Этот феномен известен как «дефицит времени»[55] и имеет серьезные последствия. «Манипулируя временем, мы берем кредит у будущего, – говорит профессор экономики Гарвардского университета Сендил Муллайнатан в интервью New York Times, – и завтра у нас будет меньше времени, чем сегодня… Это очень дорогой кредит».
Нетипичные состояния сознания позволяют отвлечься от растущих процентов по кредиту, и люди достигают этого так же, как заглушают внутренних критиков. Чувство времени не локализовано в мозге[56]. Оно отличается от зрения, за которое полностью отвечают затылочные доли мозга. Напротив, время – это распределенное восприятие, рассеянное по всему мозгу, а точнее, по всей префронтальной коре. В состоянии переходной гипофронтальности, когда префронтальная кора отключается, мы теряем чувство времени.
Без возможности отделить прошлое от настоящего и будущего мы погружаемся в своего рода пролонгированное настоящее, которое ученые называют «глубокое сейчас». Энергия, обычно расходуемая на контроль времени, перераспределяется на сосредоточенность и внимание. Мы воспринимаем больший объем данных в секунду и быстрее их обрабатываем, в результате складывается впечатление, что текущий момент длится дольше – именно поэтому «сейчас» в измененном состоянии удлиняется.
Когда внимание сосредоточено на настоящем, мы перестаем сканировать прошлое на предмет болезненных переживаний, повторения которых хотим избежать. Мы перестаем мечтать о завтра, которое должно быть лучше, чем сегодня. При отключенной префронтальной коре мы не можем этого делать. Мы теряем доступ к наиболее сложной и невротичной части мозга, при этом самая примитивная и реактивная его часть – мозжечковая миндалина, ответственная за реакцию «бей или беги», – тоже отключается.
В своей книге The Time Paradox[57], [58] профессор психологии из Стэнфордского университета Филип Зимбардо, один из ведущих специалистов в области восприятия времени, описывает это следующим образом: «Если вы полностью воспринимаете окружающую действительность и себя в ней, [это] увеличивает промежуток времени, в течение которого вы плывете, держа голову над водой, и можете различать как потенциальные угрозы, так и удовольствия… Вы осознаете свое положение и направление движения и можете корректировать свой путь».

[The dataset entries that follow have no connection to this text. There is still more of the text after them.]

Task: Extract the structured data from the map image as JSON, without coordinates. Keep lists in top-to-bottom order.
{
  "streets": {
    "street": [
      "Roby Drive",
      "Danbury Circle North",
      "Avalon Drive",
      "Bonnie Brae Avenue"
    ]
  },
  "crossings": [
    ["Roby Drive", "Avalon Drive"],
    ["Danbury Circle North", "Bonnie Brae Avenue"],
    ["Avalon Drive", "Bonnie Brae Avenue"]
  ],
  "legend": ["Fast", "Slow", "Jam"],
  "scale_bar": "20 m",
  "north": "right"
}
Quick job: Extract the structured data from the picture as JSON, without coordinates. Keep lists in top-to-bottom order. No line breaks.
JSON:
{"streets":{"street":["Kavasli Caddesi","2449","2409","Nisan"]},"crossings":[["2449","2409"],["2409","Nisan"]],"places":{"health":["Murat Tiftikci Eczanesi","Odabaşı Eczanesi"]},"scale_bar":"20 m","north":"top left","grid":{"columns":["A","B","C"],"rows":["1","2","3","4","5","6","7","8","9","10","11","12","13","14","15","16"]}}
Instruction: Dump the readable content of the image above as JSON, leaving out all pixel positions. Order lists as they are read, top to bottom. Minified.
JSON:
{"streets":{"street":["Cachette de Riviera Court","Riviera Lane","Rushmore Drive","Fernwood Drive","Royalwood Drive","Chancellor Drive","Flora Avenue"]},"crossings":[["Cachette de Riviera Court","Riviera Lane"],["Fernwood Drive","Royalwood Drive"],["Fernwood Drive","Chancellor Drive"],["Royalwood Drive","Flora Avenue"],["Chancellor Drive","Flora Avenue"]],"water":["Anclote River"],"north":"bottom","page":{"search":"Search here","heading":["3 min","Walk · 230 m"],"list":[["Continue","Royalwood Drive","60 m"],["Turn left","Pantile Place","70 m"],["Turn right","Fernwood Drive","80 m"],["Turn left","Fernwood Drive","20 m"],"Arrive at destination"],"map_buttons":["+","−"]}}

Согласно недавно опубликованным в журнале Psychological Science результатам исследования[59], проведенного коллегами Зимбардо по Стэнфордскому университету Дженнифер Аакер и Мелани Рудд, опыт вневременности настолько силен, что может формировать поведение человека. В ряде экспериментов респонденты, имевшие даже короткий опыт пребывания в состоянии вневременности, «ощущали, что в их распоряжении больше времени, были более терпеливы, активнее проявляли готовность добровольно помогать другим, ценили опыт и знания выше материальных ценностей и испытывали гораздо большее удовлетворение жизнью».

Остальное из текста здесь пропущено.